2 April 1997 8:00 pm
NEW YORK CITY--Scientists have discovered that malignant breast tumor cells have high levels of an enzyme that tells cells to divide. The finding, announced at a press conference here today and described in the current issue of the Journal of Clinical Investigation, could provide a promising target for anticancer drugs.
Pharmacologist Craig Malbon and his team at the State University of New York, Stony Brook, found that levels of mitogen-activated protein (MAP) kinase, an enzyme involved in cell division, were five to 20 times higher in biopsied human breast tumor cells than in healthy cells from the same patients or in cells from benign tumors.

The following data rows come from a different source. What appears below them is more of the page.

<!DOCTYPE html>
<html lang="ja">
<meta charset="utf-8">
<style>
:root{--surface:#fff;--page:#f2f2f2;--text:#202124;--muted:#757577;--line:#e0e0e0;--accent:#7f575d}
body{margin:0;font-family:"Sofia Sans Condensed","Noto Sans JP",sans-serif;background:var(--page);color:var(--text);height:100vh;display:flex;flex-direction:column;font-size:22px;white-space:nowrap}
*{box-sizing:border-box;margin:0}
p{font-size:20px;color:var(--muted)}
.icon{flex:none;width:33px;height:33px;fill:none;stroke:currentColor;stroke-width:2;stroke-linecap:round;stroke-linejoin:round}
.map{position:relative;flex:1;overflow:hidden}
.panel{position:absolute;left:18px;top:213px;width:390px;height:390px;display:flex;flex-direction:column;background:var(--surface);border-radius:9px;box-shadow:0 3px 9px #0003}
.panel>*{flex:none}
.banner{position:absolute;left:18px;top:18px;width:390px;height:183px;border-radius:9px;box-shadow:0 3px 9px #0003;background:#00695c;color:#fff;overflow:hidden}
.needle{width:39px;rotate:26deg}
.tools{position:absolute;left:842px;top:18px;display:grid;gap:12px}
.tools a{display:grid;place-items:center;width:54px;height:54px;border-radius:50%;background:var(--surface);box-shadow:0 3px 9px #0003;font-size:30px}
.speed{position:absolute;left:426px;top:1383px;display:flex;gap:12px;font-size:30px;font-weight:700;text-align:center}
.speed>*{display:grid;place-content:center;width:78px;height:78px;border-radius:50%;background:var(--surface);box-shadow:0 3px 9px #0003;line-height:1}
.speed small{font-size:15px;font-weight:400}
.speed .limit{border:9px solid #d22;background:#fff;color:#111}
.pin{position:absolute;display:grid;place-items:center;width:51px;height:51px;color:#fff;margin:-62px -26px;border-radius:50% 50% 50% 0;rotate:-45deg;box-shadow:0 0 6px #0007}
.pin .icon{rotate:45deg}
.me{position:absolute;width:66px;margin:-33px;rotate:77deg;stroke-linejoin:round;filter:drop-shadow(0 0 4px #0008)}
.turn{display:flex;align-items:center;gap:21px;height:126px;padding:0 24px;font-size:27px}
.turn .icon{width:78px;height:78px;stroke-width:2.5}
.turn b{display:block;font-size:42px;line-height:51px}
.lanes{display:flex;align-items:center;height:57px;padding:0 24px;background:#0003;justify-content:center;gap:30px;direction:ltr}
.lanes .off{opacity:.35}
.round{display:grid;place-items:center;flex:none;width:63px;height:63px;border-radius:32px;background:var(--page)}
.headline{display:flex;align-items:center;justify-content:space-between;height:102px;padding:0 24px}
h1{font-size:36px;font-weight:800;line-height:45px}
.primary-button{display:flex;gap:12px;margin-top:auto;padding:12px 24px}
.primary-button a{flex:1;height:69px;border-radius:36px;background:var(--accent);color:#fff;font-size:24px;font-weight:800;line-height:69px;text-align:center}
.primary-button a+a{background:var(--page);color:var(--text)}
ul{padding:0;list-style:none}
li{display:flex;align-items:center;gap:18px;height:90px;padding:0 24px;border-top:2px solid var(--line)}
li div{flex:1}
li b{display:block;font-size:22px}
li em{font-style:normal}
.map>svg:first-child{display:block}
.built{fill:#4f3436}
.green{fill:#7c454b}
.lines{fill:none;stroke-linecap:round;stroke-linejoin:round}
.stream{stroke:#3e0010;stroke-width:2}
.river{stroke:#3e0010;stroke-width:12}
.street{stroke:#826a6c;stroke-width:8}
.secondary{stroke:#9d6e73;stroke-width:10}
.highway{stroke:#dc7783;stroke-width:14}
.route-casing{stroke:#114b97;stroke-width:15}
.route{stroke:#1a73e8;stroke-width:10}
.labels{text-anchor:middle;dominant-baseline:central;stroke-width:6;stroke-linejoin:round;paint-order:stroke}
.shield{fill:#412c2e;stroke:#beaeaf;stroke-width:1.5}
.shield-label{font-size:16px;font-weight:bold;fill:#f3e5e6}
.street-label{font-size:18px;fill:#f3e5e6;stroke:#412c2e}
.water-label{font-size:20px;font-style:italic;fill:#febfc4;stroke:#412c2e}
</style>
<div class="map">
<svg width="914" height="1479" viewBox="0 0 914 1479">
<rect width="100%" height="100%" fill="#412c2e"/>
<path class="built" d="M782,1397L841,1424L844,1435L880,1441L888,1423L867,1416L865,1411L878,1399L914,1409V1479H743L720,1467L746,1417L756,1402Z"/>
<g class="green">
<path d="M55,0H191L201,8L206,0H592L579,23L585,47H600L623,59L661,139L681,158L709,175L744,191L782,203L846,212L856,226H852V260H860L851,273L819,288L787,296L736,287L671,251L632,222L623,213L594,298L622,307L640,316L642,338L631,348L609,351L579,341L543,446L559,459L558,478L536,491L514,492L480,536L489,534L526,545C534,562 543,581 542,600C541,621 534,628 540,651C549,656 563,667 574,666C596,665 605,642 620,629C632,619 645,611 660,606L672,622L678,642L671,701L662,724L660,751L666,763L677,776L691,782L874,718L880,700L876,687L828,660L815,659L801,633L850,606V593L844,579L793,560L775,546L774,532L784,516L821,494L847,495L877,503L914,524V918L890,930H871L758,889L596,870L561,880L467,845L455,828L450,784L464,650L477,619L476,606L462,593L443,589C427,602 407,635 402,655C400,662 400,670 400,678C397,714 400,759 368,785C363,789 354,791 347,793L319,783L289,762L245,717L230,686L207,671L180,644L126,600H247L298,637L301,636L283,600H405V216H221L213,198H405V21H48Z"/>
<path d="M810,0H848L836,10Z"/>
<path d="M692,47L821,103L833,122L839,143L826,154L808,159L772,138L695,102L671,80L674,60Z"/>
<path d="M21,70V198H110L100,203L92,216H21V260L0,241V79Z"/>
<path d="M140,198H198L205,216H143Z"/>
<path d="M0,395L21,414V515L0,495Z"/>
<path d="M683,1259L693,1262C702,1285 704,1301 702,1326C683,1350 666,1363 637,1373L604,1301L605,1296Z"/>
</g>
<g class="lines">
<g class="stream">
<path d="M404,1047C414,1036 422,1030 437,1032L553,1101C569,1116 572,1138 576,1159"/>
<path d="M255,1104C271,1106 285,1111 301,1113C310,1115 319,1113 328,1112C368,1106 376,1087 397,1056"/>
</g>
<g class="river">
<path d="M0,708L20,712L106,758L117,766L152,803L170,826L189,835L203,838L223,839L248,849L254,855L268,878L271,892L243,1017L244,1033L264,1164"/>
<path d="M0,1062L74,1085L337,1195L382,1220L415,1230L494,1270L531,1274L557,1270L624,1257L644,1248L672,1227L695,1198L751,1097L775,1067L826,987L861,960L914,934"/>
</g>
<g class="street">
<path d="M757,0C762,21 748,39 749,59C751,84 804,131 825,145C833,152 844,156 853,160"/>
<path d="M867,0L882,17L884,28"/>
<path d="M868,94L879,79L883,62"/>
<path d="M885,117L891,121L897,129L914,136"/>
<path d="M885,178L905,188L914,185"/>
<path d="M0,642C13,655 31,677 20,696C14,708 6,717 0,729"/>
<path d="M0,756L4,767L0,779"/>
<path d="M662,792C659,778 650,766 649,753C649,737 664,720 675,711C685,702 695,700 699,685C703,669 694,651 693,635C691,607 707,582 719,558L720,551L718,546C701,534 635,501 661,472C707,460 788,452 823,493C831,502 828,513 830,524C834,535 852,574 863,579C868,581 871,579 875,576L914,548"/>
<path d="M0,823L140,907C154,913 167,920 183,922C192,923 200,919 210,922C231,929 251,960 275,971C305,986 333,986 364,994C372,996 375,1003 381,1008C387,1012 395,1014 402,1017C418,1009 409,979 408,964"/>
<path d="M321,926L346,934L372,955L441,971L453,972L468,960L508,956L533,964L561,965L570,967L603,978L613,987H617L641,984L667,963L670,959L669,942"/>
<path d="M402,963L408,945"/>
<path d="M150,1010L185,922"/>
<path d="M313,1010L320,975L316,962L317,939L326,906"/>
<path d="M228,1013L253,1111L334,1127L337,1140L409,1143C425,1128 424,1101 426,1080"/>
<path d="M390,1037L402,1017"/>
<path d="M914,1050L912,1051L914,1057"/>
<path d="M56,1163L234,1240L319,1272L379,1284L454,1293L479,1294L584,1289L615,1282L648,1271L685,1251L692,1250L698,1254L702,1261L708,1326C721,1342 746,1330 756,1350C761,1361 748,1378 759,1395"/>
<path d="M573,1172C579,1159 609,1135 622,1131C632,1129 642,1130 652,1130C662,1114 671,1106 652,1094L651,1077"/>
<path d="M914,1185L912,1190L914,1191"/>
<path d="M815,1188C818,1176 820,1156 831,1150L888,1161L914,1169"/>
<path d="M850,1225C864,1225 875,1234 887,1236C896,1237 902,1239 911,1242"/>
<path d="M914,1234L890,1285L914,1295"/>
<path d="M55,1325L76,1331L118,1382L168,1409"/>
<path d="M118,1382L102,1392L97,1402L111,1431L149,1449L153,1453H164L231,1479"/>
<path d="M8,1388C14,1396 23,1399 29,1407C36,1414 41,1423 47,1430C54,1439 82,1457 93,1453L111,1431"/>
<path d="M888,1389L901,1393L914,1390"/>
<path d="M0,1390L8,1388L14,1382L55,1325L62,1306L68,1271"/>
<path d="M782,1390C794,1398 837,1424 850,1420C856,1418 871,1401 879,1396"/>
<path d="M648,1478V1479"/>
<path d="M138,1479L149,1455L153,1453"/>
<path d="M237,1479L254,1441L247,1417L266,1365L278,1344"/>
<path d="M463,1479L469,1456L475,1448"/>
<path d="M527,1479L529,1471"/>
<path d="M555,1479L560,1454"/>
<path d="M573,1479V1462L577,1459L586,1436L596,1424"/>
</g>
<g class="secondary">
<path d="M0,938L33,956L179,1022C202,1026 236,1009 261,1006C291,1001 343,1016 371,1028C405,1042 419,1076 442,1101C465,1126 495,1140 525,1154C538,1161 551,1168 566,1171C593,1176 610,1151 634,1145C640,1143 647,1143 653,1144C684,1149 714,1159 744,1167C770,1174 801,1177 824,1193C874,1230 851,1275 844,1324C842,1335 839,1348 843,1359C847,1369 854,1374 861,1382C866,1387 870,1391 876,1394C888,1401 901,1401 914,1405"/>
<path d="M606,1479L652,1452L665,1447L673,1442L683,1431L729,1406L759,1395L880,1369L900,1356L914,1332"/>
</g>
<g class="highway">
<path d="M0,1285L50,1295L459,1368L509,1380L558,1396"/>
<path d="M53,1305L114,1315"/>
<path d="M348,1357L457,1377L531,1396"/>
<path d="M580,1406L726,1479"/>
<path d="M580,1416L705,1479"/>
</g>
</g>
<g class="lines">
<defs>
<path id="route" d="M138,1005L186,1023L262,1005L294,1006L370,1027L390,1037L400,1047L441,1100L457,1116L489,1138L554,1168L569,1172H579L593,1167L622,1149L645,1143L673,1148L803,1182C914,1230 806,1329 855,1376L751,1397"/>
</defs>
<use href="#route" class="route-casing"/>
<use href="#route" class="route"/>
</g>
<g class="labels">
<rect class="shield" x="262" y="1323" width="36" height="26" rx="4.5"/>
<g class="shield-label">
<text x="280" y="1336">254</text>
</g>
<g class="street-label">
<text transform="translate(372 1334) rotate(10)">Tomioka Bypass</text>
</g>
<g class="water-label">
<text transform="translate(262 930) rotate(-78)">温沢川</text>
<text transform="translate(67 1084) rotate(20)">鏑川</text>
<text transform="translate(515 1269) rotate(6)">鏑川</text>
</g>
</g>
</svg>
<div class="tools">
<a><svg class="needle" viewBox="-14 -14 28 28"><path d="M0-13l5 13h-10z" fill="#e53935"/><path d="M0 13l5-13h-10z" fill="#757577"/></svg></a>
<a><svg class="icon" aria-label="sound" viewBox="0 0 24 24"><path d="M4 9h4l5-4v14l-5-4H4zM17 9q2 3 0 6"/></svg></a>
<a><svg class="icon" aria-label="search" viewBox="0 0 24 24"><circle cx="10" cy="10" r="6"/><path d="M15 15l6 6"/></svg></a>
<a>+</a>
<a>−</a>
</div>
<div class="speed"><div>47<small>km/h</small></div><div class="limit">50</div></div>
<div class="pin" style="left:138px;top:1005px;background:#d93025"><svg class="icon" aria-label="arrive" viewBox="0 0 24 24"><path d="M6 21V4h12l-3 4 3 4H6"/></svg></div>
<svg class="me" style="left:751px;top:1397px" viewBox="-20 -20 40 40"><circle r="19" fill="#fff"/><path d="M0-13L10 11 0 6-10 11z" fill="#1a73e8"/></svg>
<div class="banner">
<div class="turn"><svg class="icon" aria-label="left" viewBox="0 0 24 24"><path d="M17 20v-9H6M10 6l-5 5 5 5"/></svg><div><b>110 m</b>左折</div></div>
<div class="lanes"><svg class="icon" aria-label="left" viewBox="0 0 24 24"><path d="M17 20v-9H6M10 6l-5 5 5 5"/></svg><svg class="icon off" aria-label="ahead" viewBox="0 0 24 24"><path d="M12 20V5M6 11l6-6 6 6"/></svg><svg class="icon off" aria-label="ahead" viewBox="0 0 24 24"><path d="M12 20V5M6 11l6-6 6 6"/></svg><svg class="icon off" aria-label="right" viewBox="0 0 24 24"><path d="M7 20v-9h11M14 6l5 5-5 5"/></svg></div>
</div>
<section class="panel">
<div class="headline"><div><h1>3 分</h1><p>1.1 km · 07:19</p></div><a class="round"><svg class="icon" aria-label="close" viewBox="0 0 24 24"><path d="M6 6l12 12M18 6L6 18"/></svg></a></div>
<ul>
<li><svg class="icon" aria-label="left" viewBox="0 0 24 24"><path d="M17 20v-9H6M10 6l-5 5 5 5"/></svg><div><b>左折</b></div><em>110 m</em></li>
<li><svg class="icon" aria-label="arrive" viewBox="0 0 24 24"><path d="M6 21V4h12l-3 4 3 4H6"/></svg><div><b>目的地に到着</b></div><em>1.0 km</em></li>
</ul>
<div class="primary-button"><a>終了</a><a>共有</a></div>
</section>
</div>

MAP kinase acts like a switch: When a phosphate group is added to it, it gets turned on and spurs cells to divide. But in the malignant cells, the researchers found, the MAP kinase was in its activated form: "Most [MAP-kinase] molecules were already phosphorylated," says Stony Brook molecular endocrinologist Hsien-yu Wang. How MAP kinase gets stuck in the "on" position in breast cancer cells is a mystery. It's also unknown, Malbon says, whether other tumor types have elevated MAP-kinase levels.
"It's an important study" that adds "another intriguing piece of the puzzle," says Bruce Stillman, director of the Cold Spring Harbor Laboratory on Long Island. He says drugs could be designed to inhibit MAP-kinase activity, which might interfere with tumor cell division. And if high enzyme levels are a hallmark of malignant cells, an assay for it in biopsied breast tissue could flag dangerous tumors.